One of the poorly understood aspects of COVID-19 (one of many) is that it affects males more severely than females, if I may be binary when considering gender. This July study on the CDC page, for example, found that globally, “the overall COVID-19 case-fatality ratio is approximately 2.4 times higher among men than among women.”
Is that true in New Hampshire? You bet.

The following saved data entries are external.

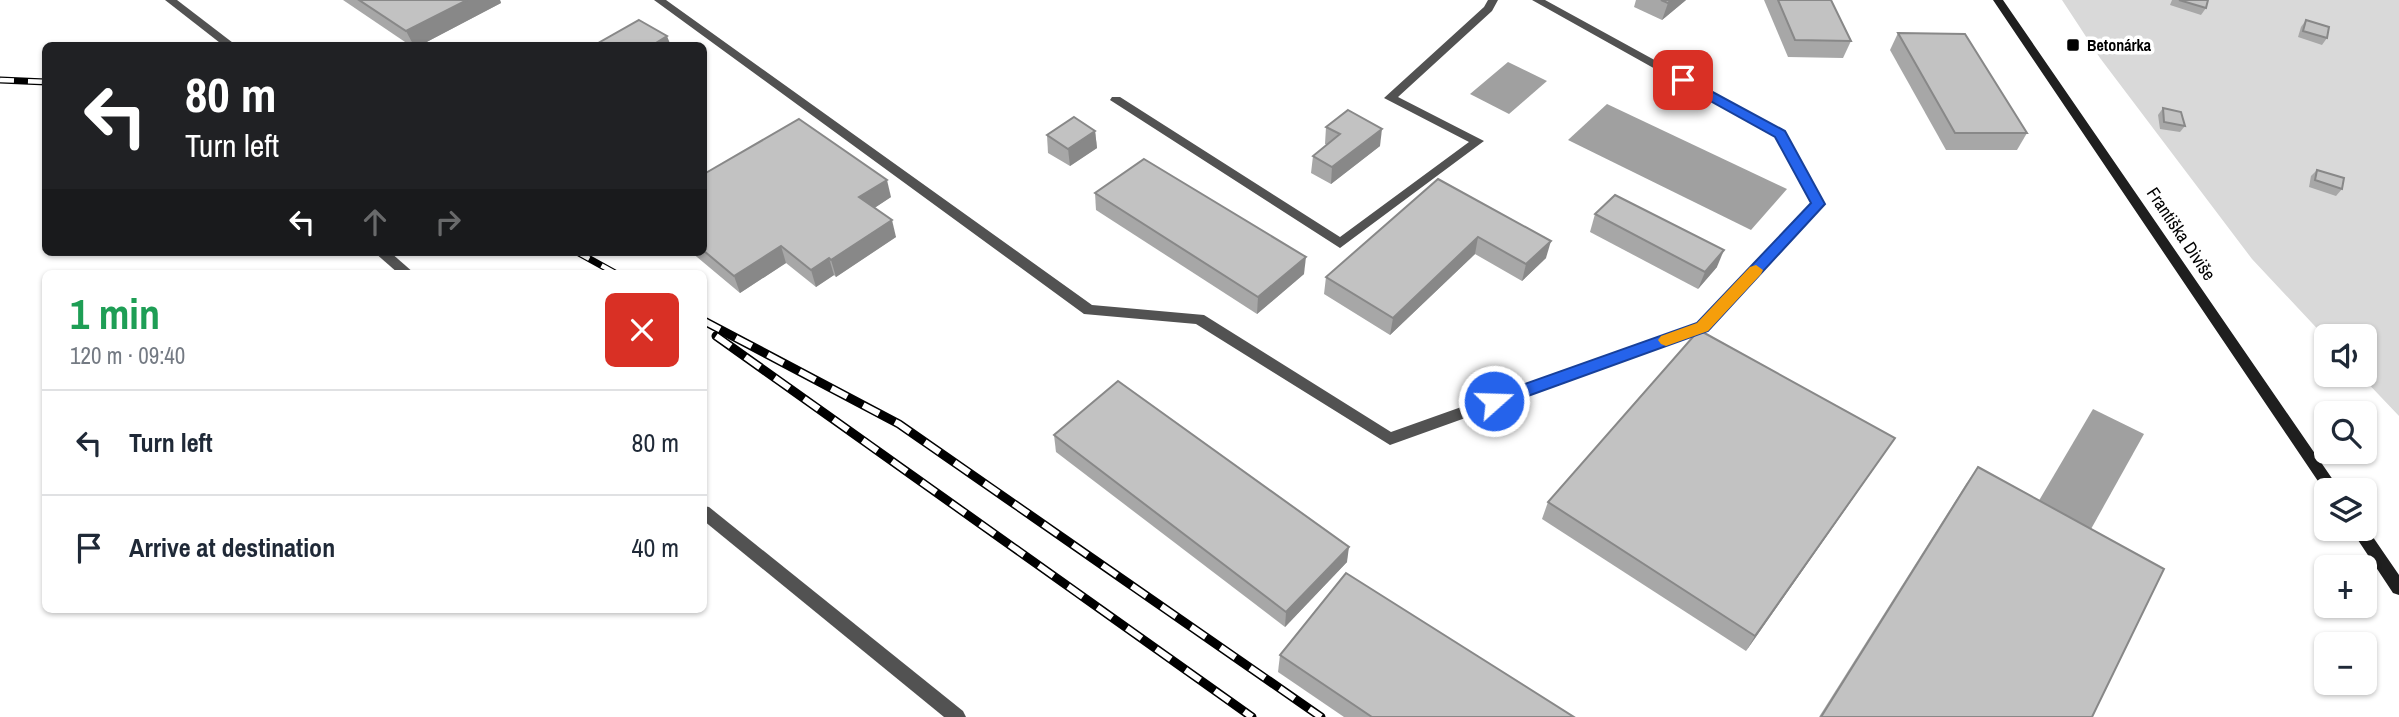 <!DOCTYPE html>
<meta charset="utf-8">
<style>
body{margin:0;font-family:"Archivo Narrow",sans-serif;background:#f2f2f3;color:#1f2937;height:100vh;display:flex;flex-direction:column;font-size:26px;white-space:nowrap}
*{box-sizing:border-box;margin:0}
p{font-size:23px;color:#747a83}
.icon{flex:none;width:38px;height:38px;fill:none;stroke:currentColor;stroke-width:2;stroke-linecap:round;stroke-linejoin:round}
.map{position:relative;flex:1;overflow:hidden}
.details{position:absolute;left:42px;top:270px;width:665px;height:343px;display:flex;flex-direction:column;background:#fff;border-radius:10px;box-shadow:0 2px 5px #0004}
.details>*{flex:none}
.guide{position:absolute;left:42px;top:42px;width:665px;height:214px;border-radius:10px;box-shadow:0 2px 5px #0004;background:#202124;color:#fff;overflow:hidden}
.tools{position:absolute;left:2314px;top:324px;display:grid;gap:14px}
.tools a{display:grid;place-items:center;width:63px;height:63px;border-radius:10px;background:#fff;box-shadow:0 2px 5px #0004;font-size:35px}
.pin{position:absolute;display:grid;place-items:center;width:60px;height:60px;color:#fff;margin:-30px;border-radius:14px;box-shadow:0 4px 10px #0006}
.me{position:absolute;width:77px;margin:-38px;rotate:70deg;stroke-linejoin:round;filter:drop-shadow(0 0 5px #0008)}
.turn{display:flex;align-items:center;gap:24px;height:147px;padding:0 28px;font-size:32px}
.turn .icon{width:91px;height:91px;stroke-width:2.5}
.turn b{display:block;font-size:49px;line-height:60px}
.lanes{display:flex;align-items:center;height:66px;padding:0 28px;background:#0003;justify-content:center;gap:35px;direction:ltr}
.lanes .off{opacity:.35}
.round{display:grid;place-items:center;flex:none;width:74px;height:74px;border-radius:10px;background:#f2f2f3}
.head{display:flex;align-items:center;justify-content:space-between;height:119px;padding:0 28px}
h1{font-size:42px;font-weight:800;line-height:52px;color:#1e9e55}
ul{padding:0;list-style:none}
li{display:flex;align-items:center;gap:21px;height:105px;padding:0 28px;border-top:2px solid #e0e1e3}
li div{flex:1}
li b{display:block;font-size:26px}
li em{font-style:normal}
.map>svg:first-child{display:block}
.green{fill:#d9d9d9}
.water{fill:#a0a0a0}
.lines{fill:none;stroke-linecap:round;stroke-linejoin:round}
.service{fill:#525252;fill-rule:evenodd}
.secondary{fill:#1f1f1f;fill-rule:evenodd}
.rail-far1-casing{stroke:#000;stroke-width:7}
.rail-casing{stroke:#000;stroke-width:9}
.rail-far1{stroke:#fff;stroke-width:4.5;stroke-dasharray:14;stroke-linecap:butt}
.rail{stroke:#fff;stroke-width:6;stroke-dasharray:18;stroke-linecap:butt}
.wall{fill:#a7a7a7}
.shaded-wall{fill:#888}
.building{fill:#c2c2c2;stroke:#888;stroke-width:2}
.route{fill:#2563eb;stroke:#184099;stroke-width:2}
.slow{fill:#f59e0b}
.poi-dot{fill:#000;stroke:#fff;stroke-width:2.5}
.labels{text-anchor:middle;stroke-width:7;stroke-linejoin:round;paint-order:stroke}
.far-poi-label{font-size:16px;font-weight:bold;fill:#000;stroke:#fff;text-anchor:start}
.street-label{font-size:18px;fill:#000;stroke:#fff}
</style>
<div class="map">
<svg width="2399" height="717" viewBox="0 0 2399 717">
<rect width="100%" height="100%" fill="#fff"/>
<!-- green -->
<path class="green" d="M2062,0H2399V416L2360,375L2364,374V336L2326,338L2252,259L2100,58Z"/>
<!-- water -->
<g class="water">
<path d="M1508,62L1547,81L1509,114L1470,94Z"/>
<path d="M1607,104L1787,189L1751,230L1568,140Z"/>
<path d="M2093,409L2144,434L2086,538L2034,509Z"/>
</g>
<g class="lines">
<!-- service -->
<g class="service">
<path d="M165,0H177L237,46H224Z"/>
<path d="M654,0H666L1092,305L1204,315L1391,432L1698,323L1811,203L1775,136L1532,0H1545L1784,131L1824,204L1708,331L1390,445L1196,324L1084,314Z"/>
<path d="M1488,0H1498L1492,11L1398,97L1484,141L1340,248L1110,100L1112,97H1120L1340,237L1469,142L1384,98L1484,7Z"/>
<path d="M374,252H390L414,273H398Z"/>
<path d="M704,506L709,507L963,711L966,717H944L704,521Z"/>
</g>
<!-- secondary -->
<g class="secondary">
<path d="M1993,0H2003L2340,490H2326V493Z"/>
<path d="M2364,524L2399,575V595L2393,593L2350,528H2364Z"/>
</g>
<!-- rail-far1 casing -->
<g class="rail-far1-casing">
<g id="rail-far1">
<path d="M0,80L46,82"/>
<path d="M577,252L615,273"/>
</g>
</g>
<!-- rail casing -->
<g class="rail-casing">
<g id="rail">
<path d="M704,321L899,424L1321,717"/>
<path d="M716,336L1252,717"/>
</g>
</g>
<!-- rail-far1 -->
<use href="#rail-far1" class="rail-far1"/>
<!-- rail -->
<use href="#rail" class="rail"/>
</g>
<!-- wall -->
<g class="wall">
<path d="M343,0H500L501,3L419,46H411Z"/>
<path d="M1636,0H1686L1662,20L1634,7Z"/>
<path d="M1764,0H1831L1851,41L1843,58L1788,57Z"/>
<path d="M2172,0H2208L2206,8L2201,15L2170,5Z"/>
<path d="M2306,20L2327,38L2322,45L2298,37L2301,27Z"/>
<path d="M1898,33L2027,133L2017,150H1946L1890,50Z"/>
<path d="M2163,108L2185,126L2180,132L2160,129L2158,115Z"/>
<path d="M1326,127L1380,146L1331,184L1311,173L1313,156L1327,145L1325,144Z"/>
<path d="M1095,131L1097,148L1070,166L1048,153L1047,135Z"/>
<path d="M2317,170L2342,189L2336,196L2309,187L2311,176Z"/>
<path d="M704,174L891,197L874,208L896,237L836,277L834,275L816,287L786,263L740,293L691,252H704Z"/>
<path d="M1438,179L1546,258L1522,281L1475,254L1390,335L1324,294L1326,277Z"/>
<path d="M1095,193L1304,274L1257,314L1096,210Z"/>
<path d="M1595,214L1717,267L1698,289L1590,232Z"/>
<path d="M1054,435L1347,562L1285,627L1056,452Z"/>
<path d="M1884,454L1746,651L1542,519L1548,502Z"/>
<path d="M1978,467L2092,717H1819L1966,484Z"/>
<path d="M1280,655L1574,717H1344L1278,672Z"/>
</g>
<!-- shaded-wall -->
<g class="shaded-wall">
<path d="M467,0H500L501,3L419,46H414L406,31Z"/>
<path d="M1671,0H1686L1662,20L1668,3Z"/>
<path d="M667,36L671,46H651Z"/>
<path d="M1382,129L1380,146L1331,184L1332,167Z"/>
<path d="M1095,131L1097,148L1070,166L1068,149Z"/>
<path d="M887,180L891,197L864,215L859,197Z"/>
<path d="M892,220L896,237L836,277L831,260Z"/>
<path d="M1478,237L1475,254L1390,335L1393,318Z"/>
<path d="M1551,241L1546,258L1522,281L1526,264Z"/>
<path d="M781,246L786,263L740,293L734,276Z"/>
<path d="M1724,250L1717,267L1698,289L1705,272Z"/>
<path d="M1306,257L1304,274L1257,314L1258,297Z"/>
<path d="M829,258L834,275L816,287L811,270Z"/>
<path d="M1895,438L1884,454L1746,651L1755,636Z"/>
<path d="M1349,547L1347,562L1285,627L1286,612Z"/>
</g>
<!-- building -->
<g class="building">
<path d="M359,0H467L406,31Z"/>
<path d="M1661,0H1671L1668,3Z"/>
<path d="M1778,0H1831L1851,41L1795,40Z"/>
<path d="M2179,0H2208L2206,8Z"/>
<path d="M639,20L667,36L651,46H593Z"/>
<path d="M2306,20L2329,27L2327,38L2303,31Z"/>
<path d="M1898,33L1965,34L2027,133H1955Z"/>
<path d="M2163,108L2181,112L2185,126L2164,122Z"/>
<path d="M1348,110L1382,129L1332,167L1313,156L1340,134L1326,127Z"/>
<path d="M1074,117L1095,131L1068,149L1047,135Z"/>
<path d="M799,119L887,180L859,197L892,220L831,260L829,258L811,270L781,246L734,276L704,251V174Z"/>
<path d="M1144,159L1306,257L1258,297L1095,193Z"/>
<path d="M2317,170L2344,178L2342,189L2315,180Z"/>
<path d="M1438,179L1551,241L1526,264L1478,237L1393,318L1326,277Z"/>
<path d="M1615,195L1724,250L1705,272L1595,214Z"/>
<path d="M1699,330L1895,438L1755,636L1548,502Z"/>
<path d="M1118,381L1349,547L1286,612L1054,435Z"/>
<path d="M1978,467L2164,569L2092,717H1821Z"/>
<path d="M1346,573L1574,717H1372L1280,655Z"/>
</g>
<!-- route -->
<path class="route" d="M1683,76L1785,131L1825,204L1708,331L1500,406H1488L1486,401L1488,397L1697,323L1811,203L1775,137L1678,83L1676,80Z"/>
<!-- slow -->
<path class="slow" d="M1756,265L1763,270L1761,274L1708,331L1666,346L1661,344L1658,340L1661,336L1697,323L1750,267Z"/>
<!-- markers -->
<rect class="poi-dot" x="2066" y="38" width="14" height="14" rx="3.5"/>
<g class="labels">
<!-- far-poi labels -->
<g class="far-poi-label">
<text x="2087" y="51">Betonárka</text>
</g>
<!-- street labels -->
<g class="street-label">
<text transform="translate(2181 234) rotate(56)" y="6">Františka Diviše</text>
</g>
</g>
</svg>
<div class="tools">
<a><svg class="icon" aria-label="sound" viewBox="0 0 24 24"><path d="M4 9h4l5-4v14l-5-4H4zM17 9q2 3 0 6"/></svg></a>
<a><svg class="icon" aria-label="search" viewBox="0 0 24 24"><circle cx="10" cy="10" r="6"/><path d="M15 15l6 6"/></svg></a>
<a><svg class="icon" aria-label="layers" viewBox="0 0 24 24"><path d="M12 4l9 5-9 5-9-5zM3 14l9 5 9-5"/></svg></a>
<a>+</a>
<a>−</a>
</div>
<div class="pin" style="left:1683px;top:80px;background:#d93025"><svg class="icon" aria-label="arrive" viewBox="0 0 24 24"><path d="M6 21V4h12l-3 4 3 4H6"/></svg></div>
<svg class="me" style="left:1494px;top:401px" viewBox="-20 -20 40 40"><circle r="17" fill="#2563eb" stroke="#fff" stroke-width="3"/><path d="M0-11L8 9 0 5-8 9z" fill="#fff"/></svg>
<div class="guide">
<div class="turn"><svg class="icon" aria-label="left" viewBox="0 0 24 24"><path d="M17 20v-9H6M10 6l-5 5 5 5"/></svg><div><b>80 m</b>Turn left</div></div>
<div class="lanes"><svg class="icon" aria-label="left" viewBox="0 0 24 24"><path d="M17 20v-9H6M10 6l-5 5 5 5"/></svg><svg class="icon off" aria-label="ahead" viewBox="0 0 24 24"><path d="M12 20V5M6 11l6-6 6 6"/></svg><svg class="icon off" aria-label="right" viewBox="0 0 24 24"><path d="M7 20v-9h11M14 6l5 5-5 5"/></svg></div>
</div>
<section class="details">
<div class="head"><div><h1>1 min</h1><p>120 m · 09:40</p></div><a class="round" style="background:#d93025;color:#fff"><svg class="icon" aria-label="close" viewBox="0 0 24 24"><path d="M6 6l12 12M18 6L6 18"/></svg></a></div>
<ul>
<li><svg class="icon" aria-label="left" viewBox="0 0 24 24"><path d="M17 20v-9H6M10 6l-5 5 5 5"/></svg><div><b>Turn left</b></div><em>80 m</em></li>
<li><svg class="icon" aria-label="arrive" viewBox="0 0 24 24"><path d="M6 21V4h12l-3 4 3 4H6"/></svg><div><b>Arrive at destination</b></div><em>40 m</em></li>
</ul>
</section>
</div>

The state’s interactive COVID-19 dashboard shows it.
For all age groups, New Hampshire women and men get COVID-19 at about the same rate. (The light blue bar, on the left of each age cohort, is female while dark blue is male – the top chart is absolute numbers, the bottom is per-capita):
But men are hospitalized with COVID-19 more than women in virtually all age groups:
And men die of COVID-19 more than women in all age groups:
Note than women over 80 have more absolute deaths because they greatly outnumber men over 80. A little arithmetic based on these numbers indicates there are 35,000 women over 80 in the state but just 22,000 men.
Why do they outnumber men? Because COVID-19 isn’t unusual – males die more than women of many causes, particularly trauma, in all age groups. The natural birth ratio of people is about 5% more male babies than female babies to compensate for this imbalance.
Males are the weaker sex by any measure other than ability to open stuck jar lids.
The graphs are nice but lack information about the time frame being covered. The axes are not labeled, either. Hmmm.
I forgot to link to the Dashboard itself so you can check this -I have added that link.
The time frame is the entire pandemic. The axes are labelled but not in the usual way – the X axis is age groups, as shown at the top of each charter, and the Y axis is totals, which are given at the top of each bare.